Scorpio ran around the house to see a woman in the window watching them on the phone. Then they heard police sirens.

"CRAP! GO GO GO!" They got in the car and drive away quickly. "Woo hoo that was fun!"

"YEAH!" Then they high fived.

"I'm hungry, let's go get some ice cream."

"Yah ice cream!"

"Why are we so crazy now?"

"I don't know but I love it. Embrace the craziness!"

Scorpio pulled down all the windows and started to blast the music." "Yeah this is the good life!" Scorpio folded his arms behind his head and he was driving with one foot.

"You almost crashed into that trash can. That was awesome!"

"Look, candy shop up ahead. I have one hundred dollars and a craving for candy."

"What about ice cream?"

"We'll get ice cream later. First I want candy."

"Alright. I have two hundred dollars to spend."

***

"We have to give the fire signs a lot more credit. Being crazy is so much fun!" cheered Virgo.

"I know right! What should we do first? Fly the helicopter? Drive off a bridge? Or should we prank everyone else?" asked Taurus.

"Let's just have fun!" cheered Capricorn.

"Guys! These sofas are so bouncy!" Taurus jumped on a sofa.

"Yay!" Virgo started jumping beside Taurus. Capricorn joined in.

Libra looked up at them. "Guys stop! You're going to break those sofas!"

Aries gasped. "She's right. You might get hurt and that will be devastating."

"We should lock them up," nodded Leo.

"I'm a bit tempted to join them but I'm more mature than that," scoffed Sagittarius.

"You can't tell me what to do! You guys aren't in charge!" Virgo stuck her tongue out.

Capricorn frowned. "Yeah. Go read a book or something and stop worrying about us!"

"Go away you're ruining our fun!" whined Taurus.
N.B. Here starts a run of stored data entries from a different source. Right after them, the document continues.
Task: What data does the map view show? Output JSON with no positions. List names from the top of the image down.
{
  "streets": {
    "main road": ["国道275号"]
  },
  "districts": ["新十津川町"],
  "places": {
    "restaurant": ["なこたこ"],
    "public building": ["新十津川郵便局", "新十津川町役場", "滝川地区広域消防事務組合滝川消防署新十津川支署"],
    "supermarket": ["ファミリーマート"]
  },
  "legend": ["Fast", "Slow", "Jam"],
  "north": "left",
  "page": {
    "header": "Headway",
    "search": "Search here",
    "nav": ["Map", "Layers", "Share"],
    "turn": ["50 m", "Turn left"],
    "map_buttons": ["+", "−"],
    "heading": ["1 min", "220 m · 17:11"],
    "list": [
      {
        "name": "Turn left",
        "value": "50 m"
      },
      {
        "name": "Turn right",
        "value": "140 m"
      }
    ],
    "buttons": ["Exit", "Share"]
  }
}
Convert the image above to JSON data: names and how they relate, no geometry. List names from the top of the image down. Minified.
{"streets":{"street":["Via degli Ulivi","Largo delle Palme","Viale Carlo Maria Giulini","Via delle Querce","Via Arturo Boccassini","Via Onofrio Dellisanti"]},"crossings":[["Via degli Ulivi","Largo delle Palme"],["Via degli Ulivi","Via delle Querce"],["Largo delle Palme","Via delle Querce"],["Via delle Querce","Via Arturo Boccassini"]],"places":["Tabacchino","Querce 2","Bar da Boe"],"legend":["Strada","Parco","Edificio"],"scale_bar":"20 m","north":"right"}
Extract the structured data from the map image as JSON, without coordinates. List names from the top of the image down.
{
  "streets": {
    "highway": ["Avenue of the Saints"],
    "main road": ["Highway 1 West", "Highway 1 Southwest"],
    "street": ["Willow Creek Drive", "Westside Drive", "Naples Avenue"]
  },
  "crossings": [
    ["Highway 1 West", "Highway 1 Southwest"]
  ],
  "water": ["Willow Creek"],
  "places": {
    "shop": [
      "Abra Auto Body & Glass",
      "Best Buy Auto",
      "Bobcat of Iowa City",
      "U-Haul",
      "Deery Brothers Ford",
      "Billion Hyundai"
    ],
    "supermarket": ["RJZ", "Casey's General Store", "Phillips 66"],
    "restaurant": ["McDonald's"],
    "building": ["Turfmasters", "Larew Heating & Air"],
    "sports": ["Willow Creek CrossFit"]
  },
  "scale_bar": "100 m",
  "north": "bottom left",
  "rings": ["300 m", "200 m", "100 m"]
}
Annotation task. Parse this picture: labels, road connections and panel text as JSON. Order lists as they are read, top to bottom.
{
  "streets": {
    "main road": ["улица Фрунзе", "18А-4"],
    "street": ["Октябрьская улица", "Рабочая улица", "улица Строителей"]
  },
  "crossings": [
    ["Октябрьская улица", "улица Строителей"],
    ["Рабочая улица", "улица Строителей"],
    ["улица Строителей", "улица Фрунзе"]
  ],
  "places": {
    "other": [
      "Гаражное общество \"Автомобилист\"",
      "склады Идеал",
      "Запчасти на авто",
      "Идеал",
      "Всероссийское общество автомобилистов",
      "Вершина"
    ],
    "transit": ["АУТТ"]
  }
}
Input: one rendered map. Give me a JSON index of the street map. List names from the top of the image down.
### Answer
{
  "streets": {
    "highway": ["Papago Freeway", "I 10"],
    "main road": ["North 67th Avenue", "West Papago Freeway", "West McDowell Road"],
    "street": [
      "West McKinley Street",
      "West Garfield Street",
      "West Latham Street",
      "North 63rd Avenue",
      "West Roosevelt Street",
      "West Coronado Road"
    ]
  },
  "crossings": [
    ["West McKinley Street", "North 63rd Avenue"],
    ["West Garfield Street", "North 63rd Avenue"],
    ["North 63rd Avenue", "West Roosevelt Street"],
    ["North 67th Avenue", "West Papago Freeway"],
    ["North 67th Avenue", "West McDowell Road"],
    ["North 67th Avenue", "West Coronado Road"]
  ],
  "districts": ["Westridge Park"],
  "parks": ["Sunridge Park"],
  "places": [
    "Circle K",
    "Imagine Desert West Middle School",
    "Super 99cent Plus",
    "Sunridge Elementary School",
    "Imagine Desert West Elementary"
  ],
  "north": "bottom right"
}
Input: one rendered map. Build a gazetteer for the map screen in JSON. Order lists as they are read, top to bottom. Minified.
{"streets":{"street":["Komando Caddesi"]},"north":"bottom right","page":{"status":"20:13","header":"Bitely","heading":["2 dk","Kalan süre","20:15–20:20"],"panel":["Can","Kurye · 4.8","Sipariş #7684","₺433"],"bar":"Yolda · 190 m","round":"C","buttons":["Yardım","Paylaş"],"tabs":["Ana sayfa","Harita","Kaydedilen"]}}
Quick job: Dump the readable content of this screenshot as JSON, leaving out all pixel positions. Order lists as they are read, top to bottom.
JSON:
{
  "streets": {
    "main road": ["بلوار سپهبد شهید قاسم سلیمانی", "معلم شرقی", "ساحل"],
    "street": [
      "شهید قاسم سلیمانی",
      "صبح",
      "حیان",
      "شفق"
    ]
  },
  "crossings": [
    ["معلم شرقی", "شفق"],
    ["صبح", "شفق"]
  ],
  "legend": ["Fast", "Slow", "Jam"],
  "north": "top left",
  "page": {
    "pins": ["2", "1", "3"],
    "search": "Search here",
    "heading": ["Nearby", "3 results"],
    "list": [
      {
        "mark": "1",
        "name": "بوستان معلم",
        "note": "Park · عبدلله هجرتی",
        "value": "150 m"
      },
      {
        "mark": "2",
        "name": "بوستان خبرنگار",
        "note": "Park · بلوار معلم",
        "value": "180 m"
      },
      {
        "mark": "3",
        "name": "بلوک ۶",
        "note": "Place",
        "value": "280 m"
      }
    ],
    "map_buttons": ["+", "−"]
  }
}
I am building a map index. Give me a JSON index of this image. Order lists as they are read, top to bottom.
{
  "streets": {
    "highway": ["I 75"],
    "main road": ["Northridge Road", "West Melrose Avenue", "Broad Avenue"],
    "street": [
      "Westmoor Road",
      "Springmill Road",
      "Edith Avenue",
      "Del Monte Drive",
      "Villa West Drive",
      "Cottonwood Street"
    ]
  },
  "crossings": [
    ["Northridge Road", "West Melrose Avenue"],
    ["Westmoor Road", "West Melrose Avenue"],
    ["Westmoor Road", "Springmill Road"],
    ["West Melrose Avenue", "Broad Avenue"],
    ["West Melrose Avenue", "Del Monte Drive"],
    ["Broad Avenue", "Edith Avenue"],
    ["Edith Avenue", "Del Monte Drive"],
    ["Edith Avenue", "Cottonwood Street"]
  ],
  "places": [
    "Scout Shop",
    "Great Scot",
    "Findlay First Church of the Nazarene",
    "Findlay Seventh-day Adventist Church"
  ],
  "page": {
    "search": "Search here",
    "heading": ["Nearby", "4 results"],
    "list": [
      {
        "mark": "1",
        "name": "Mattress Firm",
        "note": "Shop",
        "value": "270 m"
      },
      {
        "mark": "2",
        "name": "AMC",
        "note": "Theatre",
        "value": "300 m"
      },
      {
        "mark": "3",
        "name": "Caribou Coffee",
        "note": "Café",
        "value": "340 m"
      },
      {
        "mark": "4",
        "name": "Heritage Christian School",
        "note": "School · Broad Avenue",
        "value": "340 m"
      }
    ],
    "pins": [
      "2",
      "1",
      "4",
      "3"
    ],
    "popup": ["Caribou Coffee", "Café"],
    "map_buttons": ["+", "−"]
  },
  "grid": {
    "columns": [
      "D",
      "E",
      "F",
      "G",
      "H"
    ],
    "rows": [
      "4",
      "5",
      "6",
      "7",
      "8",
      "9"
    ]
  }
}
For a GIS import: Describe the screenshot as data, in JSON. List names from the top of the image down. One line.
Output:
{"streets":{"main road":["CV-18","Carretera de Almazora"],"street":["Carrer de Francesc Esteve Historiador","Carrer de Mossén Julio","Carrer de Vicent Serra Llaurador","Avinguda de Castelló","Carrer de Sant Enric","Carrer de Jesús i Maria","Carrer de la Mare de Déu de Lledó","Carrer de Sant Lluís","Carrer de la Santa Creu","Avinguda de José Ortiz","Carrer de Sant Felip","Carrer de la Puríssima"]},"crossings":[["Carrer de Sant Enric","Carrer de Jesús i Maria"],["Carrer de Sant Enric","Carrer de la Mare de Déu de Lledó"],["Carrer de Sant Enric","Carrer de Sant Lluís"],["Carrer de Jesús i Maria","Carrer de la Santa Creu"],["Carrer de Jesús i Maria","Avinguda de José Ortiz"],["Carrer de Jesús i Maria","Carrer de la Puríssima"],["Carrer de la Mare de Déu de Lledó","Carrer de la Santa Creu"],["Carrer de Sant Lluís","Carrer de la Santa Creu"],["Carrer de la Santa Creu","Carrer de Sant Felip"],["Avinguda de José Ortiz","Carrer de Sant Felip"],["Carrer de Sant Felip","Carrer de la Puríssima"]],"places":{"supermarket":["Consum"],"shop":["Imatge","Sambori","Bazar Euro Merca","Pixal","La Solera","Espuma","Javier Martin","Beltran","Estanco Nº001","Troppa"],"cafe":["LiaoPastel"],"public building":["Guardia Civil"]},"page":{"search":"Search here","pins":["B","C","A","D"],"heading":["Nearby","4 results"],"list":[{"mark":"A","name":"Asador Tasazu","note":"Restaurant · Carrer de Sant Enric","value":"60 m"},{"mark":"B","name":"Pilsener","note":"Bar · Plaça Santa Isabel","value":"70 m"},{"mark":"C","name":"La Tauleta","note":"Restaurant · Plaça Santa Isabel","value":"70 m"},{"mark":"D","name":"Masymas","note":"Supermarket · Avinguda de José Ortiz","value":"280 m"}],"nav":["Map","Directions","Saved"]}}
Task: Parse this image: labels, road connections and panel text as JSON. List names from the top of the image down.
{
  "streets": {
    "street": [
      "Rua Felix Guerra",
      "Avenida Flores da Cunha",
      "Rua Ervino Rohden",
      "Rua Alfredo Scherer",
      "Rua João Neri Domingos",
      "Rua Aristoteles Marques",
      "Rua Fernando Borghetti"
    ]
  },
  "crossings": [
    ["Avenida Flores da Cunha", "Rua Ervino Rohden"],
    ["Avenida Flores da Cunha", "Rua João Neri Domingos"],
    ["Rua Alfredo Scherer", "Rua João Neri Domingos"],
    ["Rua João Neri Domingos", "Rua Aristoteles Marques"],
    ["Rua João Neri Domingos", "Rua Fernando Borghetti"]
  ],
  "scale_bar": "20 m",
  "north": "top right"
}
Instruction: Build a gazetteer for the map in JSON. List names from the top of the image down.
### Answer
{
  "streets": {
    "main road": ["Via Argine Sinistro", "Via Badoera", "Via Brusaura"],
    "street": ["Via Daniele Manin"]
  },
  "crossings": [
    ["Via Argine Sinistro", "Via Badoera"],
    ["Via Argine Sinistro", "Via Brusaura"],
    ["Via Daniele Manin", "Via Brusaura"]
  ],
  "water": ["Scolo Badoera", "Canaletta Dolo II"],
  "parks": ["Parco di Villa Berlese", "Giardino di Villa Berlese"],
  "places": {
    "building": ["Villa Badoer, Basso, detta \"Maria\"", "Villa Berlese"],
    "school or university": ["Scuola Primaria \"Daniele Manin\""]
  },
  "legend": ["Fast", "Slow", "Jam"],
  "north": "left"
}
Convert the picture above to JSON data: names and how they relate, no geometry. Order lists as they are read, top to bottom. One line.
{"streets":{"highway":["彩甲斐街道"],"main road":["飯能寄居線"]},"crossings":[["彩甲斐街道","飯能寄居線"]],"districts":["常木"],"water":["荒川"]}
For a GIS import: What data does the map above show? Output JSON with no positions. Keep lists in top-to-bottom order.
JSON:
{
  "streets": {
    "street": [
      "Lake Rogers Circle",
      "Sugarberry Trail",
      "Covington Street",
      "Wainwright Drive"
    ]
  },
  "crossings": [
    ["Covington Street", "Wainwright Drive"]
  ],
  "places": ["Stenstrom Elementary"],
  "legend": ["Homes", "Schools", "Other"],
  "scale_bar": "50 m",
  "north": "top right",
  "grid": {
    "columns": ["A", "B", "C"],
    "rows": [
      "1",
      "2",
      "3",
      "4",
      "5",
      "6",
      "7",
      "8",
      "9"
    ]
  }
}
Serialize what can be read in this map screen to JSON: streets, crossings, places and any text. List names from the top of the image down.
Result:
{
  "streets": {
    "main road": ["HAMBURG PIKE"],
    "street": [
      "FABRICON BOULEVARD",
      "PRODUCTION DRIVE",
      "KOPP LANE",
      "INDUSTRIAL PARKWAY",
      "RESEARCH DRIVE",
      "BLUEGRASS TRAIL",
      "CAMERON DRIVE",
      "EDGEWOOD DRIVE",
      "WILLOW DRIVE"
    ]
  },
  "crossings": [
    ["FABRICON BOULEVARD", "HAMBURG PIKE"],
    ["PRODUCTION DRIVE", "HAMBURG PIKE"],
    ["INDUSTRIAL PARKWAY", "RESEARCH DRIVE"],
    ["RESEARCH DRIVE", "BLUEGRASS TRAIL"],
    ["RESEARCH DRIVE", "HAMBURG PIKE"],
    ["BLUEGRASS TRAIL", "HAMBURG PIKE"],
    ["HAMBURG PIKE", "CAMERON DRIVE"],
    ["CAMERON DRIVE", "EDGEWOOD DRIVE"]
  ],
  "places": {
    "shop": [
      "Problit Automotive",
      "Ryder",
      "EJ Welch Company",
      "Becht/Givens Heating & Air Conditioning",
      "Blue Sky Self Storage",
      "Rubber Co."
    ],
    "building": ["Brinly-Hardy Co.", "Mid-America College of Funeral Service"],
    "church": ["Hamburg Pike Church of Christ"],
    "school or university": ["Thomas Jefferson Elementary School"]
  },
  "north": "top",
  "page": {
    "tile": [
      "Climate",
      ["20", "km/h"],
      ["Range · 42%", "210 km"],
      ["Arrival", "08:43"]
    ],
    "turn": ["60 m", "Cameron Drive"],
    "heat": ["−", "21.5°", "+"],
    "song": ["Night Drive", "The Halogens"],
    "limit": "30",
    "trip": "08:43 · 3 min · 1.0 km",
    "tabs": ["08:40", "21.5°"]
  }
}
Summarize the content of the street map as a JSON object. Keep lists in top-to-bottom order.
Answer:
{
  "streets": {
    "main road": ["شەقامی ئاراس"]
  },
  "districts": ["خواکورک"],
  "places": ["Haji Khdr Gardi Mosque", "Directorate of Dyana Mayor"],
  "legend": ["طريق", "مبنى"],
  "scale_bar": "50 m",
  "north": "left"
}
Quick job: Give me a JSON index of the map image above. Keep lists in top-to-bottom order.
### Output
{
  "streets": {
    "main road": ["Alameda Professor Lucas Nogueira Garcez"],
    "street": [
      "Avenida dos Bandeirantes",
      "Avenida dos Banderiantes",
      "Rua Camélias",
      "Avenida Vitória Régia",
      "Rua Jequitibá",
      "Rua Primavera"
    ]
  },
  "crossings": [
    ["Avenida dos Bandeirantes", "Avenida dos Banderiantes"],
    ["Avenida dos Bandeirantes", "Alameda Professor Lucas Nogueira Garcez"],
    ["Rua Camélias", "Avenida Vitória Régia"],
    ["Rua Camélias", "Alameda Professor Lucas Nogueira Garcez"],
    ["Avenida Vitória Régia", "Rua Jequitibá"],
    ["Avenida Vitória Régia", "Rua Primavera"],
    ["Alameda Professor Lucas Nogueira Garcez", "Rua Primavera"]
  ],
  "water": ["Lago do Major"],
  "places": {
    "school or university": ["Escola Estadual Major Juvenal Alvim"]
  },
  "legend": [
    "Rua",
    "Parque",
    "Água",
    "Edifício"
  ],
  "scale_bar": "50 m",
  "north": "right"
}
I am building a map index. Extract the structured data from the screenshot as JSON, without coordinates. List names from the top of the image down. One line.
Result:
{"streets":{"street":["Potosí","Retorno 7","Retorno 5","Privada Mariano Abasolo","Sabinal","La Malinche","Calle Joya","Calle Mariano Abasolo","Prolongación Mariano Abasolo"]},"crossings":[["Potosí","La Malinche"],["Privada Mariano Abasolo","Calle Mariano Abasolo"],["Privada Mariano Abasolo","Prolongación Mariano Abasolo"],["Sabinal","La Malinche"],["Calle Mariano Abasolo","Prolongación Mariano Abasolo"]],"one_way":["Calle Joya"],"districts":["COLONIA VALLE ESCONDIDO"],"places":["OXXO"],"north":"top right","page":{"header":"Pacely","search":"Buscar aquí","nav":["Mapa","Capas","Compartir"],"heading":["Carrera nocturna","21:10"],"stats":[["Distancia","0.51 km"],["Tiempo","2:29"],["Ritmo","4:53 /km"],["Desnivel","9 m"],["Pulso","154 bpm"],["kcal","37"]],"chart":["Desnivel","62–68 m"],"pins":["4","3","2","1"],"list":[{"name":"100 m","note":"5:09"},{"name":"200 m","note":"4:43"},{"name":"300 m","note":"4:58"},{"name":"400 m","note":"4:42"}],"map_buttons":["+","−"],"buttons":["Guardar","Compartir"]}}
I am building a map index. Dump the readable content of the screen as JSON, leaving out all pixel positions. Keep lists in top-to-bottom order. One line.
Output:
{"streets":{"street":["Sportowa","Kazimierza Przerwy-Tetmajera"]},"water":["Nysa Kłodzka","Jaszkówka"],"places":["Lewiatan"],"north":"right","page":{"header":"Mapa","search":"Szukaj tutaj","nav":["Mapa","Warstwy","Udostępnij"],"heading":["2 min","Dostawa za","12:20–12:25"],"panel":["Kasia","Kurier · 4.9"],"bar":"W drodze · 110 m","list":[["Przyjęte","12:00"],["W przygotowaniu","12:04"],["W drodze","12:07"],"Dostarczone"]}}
"Sag and Leo, follow and keep an eye on them. Aries and I will try to figure out what's going on," announced Libra. Everyone agreed to that.

***

"Are you sure you know how to fly this thing?" asked Virgo. The earth signs were in the helicopter with Leo and Sagittarius hiding in the back.

Capricorn chuckled. "Can't be that hard!"

"Plus if we crash no biggie. This helicopter is made to protect us if we crash," shrugged Taurus.

"Let's have some fun!" cheered Capricorn. Then he blasted some music.

"I CAN BARELY THINK THE MISIC IS SO LOUD! I LOVE IT!" screamed Virgo.

"Come on fly already!" demanded Taurus.

"Ugh, let me fly this thing!" demanded Virgo. Then her and Capricorn traded spots.

Taurus looked out the window. "Up, up we go!" Then the earth signs started screaming and cheering when Virgo started to fly the helicopter.

"It's like they're drunk," whispered Sagittarius.

"For all we know they are," whispered Leo.